** Listed entries follows **

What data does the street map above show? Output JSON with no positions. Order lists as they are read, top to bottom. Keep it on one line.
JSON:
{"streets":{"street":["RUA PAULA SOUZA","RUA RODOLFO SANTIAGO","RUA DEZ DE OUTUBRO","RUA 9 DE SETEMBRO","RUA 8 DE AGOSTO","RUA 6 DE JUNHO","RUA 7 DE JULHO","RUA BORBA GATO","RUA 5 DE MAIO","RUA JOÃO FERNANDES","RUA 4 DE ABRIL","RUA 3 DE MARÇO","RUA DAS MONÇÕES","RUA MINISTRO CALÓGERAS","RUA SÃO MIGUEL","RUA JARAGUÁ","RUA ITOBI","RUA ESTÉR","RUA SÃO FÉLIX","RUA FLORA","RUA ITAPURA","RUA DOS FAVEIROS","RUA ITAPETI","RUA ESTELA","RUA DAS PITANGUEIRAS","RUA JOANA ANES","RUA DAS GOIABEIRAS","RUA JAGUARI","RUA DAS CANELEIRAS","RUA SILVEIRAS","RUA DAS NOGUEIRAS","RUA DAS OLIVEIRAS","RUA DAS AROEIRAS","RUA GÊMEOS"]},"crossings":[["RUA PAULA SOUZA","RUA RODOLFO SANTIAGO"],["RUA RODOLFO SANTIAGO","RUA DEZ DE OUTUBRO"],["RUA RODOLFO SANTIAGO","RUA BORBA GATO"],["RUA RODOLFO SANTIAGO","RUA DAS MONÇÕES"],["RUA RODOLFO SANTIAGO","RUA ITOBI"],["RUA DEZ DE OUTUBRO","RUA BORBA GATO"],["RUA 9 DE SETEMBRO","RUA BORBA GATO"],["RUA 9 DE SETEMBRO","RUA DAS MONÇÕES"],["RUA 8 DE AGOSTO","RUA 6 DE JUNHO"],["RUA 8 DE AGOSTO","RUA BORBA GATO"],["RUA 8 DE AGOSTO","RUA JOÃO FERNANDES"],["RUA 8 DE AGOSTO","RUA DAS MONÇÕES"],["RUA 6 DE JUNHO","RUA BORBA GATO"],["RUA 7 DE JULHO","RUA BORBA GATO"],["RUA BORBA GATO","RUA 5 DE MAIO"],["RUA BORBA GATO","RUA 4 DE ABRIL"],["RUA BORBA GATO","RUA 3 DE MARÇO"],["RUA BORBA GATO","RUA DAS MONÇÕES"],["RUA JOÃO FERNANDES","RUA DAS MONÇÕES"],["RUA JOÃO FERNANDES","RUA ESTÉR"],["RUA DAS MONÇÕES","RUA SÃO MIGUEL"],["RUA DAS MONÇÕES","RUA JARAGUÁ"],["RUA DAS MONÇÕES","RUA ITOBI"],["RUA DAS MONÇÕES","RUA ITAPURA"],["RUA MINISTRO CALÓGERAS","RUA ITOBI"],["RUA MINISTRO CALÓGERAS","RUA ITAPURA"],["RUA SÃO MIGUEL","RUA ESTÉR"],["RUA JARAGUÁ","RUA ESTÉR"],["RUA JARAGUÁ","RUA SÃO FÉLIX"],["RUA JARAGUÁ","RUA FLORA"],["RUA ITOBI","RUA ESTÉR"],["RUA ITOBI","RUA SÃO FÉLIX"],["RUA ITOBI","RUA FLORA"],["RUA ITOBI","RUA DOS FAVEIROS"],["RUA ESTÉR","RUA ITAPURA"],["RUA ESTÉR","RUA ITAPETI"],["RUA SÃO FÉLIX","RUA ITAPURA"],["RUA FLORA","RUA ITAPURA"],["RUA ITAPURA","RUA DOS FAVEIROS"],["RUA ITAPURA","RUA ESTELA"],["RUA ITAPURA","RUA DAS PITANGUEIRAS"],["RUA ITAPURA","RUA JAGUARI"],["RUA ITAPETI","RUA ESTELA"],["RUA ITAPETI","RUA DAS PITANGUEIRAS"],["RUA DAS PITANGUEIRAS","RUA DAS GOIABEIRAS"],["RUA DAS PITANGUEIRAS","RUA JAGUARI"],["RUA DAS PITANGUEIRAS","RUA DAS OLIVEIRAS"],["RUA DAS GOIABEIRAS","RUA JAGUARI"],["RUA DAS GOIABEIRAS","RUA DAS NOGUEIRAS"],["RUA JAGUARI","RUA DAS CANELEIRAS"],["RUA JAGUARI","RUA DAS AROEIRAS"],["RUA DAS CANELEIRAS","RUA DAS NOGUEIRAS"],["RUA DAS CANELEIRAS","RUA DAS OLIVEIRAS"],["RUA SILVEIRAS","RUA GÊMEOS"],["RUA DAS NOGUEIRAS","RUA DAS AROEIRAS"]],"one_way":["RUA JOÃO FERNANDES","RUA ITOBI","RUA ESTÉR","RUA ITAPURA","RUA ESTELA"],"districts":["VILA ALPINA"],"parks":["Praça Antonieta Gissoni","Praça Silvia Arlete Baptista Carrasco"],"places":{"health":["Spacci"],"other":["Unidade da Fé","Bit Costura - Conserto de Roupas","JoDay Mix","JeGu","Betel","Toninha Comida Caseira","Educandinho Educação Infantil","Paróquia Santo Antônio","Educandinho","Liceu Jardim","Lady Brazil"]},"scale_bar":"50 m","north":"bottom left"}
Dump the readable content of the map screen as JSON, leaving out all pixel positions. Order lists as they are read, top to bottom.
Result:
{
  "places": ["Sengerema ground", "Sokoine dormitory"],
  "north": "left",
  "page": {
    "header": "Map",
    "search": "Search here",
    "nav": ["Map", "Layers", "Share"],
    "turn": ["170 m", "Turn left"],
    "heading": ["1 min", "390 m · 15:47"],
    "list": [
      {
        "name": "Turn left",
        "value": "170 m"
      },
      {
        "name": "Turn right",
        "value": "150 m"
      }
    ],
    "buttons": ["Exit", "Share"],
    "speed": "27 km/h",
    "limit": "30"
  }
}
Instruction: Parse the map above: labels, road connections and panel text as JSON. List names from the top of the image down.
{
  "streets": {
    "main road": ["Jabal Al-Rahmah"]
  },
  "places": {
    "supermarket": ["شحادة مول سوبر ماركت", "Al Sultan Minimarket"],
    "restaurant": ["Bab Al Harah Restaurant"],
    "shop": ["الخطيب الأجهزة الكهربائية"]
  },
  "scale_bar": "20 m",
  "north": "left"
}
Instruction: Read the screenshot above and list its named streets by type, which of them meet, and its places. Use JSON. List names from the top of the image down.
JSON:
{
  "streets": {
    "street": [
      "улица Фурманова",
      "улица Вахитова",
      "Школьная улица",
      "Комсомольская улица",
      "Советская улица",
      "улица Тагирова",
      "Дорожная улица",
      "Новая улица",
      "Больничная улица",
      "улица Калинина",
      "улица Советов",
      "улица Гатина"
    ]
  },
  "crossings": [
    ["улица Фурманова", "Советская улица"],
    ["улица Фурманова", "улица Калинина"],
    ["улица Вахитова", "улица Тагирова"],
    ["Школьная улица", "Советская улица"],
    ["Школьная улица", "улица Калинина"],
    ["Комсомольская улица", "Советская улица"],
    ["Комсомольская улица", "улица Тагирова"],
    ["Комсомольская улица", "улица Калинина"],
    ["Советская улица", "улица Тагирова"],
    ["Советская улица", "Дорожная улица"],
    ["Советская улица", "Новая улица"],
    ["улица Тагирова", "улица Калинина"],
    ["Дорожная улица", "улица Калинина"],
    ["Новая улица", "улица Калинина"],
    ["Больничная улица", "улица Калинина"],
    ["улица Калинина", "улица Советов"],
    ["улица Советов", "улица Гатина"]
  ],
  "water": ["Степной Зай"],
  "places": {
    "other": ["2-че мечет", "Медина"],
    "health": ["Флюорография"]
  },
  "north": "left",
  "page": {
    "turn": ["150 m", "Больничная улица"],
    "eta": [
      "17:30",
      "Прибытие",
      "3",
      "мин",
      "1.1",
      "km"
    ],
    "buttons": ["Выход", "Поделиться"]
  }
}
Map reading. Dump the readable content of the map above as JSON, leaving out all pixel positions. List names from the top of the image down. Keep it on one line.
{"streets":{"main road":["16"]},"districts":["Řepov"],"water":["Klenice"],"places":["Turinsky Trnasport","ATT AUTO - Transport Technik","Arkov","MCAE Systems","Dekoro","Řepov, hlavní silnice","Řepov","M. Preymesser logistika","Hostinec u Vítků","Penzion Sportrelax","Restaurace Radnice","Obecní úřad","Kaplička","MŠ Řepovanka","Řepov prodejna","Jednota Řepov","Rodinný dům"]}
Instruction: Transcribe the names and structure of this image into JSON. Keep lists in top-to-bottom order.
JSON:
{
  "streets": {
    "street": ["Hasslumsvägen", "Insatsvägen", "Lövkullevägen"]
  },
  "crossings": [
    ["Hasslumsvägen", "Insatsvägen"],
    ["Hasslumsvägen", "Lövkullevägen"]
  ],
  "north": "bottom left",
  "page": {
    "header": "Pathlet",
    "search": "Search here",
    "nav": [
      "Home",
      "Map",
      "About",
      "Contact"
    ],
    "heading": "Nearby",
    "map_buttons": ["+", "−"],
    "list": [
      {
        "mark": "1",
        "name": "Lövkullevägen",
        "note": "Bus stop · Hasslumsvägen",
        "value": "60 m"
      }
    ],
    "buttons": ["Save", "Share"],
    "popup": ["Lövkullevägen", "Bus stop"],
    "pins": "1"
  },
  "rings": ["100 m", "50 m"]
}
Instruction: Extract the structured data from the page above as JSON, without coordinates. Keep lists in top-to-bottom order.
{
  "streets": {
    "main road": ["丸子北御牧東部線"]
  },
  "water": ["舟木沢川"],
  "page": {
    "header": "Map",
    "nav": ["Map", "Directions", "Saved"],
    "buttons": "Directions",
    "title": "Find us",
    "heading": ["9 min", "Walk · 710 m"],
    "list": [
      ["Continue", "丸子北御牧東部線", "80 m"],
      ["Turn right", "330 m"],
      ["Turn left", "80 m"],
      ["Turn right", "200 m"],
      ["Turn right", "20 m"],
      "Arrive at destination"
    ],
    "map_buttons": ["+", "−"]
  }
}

** End of Listed entries **

Work required | Starting with the line that contains "Instruction: Extract the", return every line through the last one of the records, exactly as written.

Solution to this exercise |
Instruction: Extract the structured data from the page above as JSON, without coordinates. Keep lists in top-to-bottom order.
{
  "streets": {
    "main road": ["丸子北御牧東部線"]
  },
  "water": ["舟木沢川"],
  "page": {
    "header": "Map",
    "nav": ["Map", "Directions", "Saved"],
    "buttons": "Directions",
    "title": "Find us",
    "heading": ["9 min", "Walk · 710 m"],
    "list": [
      ["Continue", "丸子北御牧東部線", "80 m"],
      ["Turn right", "330 m"],
      ["Turn left", "80 m"],
      ["Turn right", "200 m"],
      ["Turn right", "20 m"],
      "Arrive at destination"
    ],
    "map_buttons": ["+", "−"]
  }
}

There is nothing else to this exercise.